We have no issues with the Class-D program in general. We are very much in favor of using inmates to perform local community work. This is not only beneficial to the community but for the inmates as well, as it allows them an opportunity to get back out into society and make a significant contribution. Generally Class-D inmates are used for more labor intensive jobs such as mowing grass, weed eating and litter removal from roadways.
The Taylorsville-Spencer County Fire Department however decided that it would be a good idea to have three of these inmates collect money, not only from roadside positions but in going door to door.
According to Taylorsville-Spencer County Fire Chief Nathan Nation he allowed inmates to handle money because they asked to help and because he was not aware of the rule forbidding inmates to handle money. However the rule is clearly outlined in the policy provided by the Shelby County Detention Center.
According to Detention Center Class D Coordinator Sgt. Celeste Petitt, inmates participating in the program are often facing charges such forgery or child support non payment. Pettit also said that each inmate is thoroughly searched, upon returning from a job site.
Our local fire department believes it is OK to allow people who are facing crimes relating to monetary issues to handle money. While the jail states that it conducts full scale searches, we do not believe this is necessarily sufficient where inmates are allowed nearly free access to cash.
The worst aspect of this issue however is not simply that convicted felons were allowed to collect money for a charity, but that they were allowed to go door to door in Spencer County neighborhoods. There is also apparently some dispute as to how closely their were supervised during their door to door activities.
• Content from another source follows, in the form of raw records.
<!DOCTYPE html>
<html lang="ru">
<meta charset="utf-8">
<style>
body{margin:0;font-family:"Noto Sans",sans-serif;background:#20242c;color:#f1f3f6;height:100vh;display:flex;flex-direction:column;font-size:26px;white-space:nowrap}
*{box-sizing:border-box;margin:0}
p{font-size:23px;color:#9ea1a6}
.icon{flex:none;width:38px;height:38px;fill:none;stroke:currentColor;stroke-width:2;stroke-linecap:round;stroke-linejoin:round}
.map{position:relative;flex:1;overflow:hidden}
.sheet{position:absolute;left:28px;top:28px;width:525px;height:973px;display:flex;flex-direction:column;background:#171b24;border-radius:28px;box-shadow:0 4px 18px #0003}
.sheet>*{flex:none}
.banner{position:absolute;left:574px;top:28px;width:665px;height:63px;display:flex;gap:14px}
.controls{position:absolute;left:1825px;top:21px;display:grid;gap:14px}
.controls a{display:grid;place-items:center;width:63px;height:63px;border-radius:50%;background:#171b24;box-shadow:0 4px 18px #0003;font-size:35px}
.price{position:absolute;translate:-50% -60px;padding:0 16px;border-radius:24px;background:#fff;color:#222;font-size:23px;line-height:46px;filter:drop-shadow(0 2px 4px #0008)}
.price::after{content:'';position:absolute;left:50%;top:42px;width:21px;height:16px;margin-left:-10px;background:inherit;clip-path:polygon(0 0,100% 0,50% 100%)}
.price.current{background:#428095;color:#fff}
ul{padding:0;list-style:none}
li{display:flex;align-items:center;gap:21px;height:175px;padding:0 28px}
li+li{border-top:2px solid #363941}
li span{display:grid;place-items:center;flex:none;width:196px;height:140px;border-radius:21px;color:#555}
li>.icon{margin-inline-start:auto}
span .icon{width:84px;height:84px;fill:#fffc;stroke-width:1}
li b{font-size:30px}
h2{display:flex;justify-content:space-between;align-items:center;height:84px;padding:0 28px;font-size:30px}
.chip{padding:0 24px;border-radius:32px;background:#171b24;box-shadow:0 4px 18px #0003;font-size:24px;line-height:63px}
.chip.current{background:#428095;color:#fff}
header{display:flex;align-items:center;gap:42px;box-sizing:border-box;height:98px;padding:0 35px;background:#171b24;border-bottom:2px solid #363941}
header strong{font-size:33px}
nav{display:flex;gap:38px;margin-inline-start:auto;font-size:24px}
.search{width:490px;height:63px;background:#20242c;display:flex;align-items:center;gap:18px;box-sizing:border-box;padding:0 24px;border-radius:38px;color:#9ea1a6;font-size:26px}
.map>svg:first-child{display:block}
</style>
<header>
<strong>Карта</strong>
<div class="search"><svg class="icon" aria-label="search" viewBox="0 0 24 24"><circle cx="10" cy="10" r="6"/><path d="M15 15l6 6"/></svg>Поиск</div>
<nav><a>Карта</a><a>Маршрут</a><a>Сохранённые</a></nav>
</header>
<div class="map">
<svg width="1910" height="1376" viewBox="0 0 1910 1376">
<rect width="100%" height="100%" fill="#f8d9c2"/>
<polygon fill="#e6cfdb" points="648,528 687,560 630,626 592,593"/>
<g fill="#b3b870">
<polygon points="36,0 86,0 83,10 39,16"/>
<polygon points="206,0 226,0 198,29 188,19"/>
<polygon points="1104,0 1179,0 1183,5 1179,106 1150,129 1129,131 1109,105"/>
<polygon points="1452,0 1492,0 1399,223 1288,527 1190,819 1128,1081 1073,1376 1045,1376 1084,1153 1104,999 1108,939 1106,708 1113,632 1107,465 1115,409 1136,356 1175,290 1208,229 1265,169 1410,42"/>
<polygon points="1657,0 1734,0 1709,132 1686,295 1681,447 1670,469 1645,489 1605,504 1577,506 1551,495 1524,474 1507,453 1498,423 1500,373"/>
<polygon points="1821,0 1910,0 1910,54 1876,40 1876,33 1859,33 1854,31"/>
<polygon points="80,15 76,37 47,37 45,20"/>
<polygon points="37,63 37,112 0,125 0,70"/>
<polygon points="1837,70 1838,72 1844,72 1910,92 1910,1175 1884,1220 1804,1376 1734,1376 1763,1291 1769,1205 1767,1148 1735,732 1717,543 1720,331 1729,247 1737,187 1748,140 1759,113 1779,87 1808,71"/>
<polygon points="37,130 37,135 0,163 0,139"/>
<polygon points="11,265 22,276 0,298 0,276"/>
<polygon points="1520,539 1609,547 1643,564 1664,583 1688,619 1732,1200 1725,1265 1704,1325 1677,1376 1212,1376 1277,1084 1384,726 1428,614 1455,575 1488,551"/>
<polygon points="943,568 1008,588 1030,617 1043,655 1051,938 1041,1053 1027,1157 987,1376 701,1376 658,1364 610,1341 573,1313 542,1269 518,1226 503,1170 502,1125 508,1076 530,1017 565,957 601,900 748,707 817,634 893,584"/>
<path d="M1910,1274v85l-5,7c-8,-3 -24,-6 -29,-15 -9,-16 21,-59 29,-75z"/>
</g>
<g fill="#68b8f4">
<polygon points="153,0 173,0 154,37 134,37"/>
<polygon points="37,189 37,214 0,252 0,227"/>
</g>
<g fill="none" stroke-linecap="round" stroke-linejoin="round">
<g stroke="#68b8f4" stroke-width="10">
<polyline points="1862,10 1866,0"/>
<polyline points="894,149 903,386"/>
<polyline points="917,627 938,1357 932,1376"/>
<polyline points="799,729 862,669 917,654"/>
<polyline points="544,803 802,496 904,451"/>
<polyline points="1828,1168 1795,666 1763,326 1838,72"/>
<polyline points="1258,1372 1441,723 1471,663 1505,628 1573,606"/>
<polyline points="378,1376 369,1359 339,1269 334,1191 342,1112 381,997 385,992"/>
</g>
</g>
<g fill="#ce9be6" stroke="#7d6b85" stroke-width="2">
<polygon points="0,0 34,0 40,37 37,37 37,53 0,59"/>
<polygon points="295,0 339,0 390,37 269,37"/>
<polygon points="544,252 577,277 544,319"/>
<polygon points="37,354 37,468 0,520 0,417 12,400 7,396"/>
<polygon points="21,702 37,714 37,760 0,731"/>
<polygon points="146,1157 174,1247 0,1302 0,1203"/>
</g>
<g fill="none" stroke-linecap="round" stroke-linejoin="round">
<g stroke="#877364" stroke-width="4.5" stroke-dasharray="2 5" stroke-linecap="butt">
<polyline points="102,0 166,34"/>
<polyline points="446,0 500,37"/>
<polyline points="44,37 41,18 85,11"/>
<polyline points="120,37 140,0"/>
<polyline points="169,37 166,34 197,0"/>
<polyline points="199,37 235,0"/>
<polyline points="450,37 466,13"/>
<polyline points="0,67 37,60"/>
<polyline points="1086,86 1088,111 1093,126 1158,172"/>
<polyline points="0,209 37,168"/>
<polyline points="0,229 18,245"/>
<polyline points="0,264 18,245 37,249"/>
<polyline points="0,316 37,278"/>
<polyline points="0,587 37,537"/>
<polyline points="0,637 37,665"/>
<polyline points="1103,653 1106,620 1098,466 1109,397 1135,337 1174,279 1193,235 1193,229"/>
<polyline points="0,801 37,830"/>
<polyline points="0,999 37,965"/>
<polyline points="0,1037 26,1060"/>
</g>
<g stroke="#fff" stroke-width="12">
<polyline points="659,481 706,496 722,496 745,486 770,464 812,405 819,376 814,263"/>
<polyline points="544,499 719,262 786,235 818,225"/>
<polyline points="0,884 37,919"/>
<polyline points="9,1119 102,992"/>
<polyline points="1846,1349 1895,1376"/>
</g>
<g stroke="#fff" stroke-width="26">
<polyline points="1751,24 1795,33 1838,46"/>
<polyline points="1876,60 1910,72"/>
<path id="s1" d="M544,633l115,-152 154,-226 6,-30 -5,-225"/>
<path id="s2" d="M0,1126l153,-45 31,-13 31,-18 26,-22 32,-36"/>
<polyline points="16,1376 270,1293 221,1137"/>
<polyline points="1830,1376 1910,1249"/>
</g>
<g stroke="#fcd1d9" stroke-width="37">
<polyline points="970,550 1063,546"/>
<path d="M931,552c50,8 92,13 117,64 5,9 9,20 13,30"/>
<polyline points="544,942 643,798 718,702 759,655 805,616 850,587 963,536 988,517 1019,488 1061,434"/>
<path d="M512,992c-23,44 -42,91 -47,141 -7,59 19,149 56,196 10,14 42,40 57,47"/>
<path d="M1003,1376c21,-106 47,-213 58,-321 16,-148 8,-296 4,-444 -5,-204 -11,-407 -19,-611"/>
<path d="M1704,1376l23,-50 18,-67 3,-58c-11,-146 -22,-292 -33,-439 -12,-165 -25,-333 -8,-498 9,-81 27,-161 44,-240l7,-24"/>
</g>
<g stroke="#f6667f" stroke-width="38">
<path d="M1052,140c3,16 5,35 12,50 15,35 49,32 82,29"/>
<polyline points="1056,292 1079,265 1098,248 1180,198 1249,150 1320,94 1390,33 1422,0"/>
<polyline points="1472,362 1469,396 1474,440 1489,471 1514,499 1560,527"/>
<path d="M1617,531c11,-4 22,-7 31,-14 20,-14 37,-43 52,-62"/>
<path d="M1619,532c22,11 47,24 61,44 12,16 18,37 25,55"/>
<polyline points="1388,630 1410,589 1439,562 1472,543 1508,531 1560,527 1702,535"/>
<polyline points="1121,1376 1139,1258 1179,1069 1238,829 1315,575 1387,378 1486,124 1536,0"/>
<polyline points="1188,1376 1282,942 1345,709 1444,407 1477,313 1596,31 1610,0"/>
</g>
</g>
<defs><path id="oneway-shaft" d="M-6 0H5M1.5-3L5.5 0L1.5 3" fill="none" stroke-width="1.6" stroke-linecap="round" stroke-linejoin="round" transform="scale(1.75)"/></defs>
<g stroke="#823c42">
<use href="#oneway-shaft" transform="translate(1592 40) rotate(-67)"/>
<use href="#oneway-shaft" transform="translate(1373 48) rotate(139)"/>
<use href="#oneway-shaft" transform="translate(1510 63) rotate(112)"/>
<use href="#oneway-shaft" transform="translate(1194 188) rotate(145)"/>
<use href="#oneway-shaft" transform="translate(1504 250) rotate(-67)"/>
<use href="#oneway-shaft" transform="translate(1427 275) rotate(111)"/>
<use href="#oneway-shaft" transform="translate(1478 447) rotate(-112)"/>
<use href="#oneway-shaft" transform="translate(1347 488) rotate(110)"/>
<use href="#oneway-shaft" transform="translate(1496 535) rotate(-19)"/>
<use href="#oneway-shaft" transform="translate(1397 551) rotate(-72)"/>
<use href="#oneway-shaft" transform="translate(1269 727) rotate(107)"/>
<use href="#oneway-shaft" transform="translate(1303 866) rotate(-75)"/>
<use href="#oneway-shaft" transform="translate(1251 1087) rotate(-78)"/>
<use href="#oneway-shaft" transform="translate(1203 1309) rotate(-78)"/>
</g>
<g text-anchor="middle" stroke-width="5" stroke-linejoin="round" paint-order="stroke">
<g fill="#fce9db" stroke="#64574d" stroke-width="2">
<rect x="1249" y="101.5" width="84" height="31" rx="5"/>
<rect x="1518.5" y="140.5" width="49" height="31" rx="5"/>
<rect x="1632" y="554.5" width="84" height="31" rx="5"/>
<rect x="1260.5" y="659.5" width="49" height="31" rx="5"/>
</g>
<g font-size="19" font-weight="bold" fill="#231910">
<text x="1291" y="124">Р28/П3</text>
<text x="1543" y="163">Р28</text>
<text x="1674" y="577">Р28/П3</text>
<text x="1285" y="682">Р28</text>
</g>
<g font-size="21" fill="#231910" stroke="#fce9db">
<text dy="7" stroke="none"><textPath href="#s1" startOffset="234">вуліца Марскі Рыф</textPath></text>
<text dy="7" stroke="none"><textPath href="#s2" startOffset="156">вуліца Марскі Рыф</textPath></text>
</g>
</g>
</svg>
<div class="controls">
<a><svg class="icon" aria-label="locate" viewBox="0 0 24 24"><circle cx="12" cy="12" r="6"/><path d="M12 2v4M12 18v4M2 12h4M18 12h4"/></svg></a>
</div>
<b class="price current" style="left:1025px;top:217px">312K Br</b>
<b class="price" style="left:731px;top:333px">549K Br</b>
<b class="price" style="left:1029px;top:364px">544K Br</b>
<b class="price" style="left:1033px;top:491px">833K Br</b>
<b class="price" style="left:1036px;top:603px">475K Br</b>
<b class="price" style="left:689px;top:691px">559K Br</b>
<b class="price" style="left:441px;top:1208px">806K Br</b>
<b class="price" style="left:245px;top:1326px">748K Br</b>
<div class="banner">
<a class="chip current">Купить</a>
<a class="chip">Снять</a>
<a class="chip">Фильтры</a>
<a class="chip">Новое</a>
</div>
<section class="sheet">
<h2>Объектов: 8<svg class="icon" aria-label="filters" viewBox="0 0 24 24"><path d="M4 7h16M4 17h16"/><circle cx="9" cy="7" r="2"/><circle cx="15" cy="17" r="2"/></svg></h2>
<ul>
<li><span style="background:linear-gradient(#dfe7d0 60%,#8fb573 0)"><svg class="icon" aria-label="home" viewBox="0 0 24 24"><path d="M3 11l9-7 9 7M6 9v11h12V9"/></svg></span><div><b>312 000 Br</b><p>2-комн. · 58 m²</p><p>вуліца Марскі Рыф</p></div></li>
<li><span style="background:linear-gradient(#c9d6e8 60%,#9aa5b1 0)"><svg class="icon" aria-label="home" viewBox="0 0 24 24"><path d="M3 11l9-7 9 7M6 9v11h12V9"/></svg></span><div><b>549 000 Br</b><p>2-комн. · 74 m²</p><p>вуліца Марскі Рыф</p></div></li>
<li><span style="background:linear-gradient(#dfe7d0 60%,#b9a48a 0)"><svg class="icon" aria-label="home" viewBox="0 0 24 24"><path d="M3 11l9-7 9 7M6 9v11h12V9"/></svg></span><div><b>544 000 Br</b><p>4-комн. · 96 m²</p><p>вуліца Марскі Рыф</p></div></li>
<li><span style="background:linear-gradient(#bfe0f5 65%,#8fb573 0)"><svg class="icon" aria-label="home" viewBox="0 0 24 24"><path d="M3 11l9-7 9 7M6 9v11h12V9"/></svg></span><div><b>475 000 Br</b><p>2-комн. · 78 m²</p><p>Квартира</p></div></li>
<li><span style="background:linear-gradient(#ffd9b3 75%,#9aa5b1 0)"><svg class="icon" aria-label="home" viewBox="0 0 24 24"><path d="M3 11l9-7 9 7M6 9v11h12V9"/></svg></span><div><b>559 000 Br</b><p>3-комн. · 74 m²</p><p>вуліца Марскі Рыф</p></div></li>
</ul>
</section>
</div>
Imagine inmates going door to door in your neighborhood. That nice young man you thought was just a firefighter could actually be a convicted felon. Did you open your door? Did they perhaps peer into your home? Worse yet, did you invite them to come in?
Any number of scenarios could be envisioned at the thought of an organized group of inmates parading through your neighborhood. Not to mention the legal liability the fire department might assume by allowing these inmates such access to citizens in their most private locations.
According to Nation, the use of inmates in this way will not happen again. Perhaps the Detention Center should reconsider before allowing the fire department any further use of the inmates. The rules were clear and they were not followed. Oftentimes when you fail to follow the rules your privileges are taken away.
Did the Detention Center do a thorough review of the matter after they were notified of the problem? There are still so many unanswered questions in this situation.
Should reprimands be handed down by the fire board? Is it acceptable to allow convicted felons access to citizens homes, especially at taxpayer expense?
Lets hope this little incident helps to teach our fire department a lesson. According to our story they say they have learned from their mistakes. Let’s hope that is true.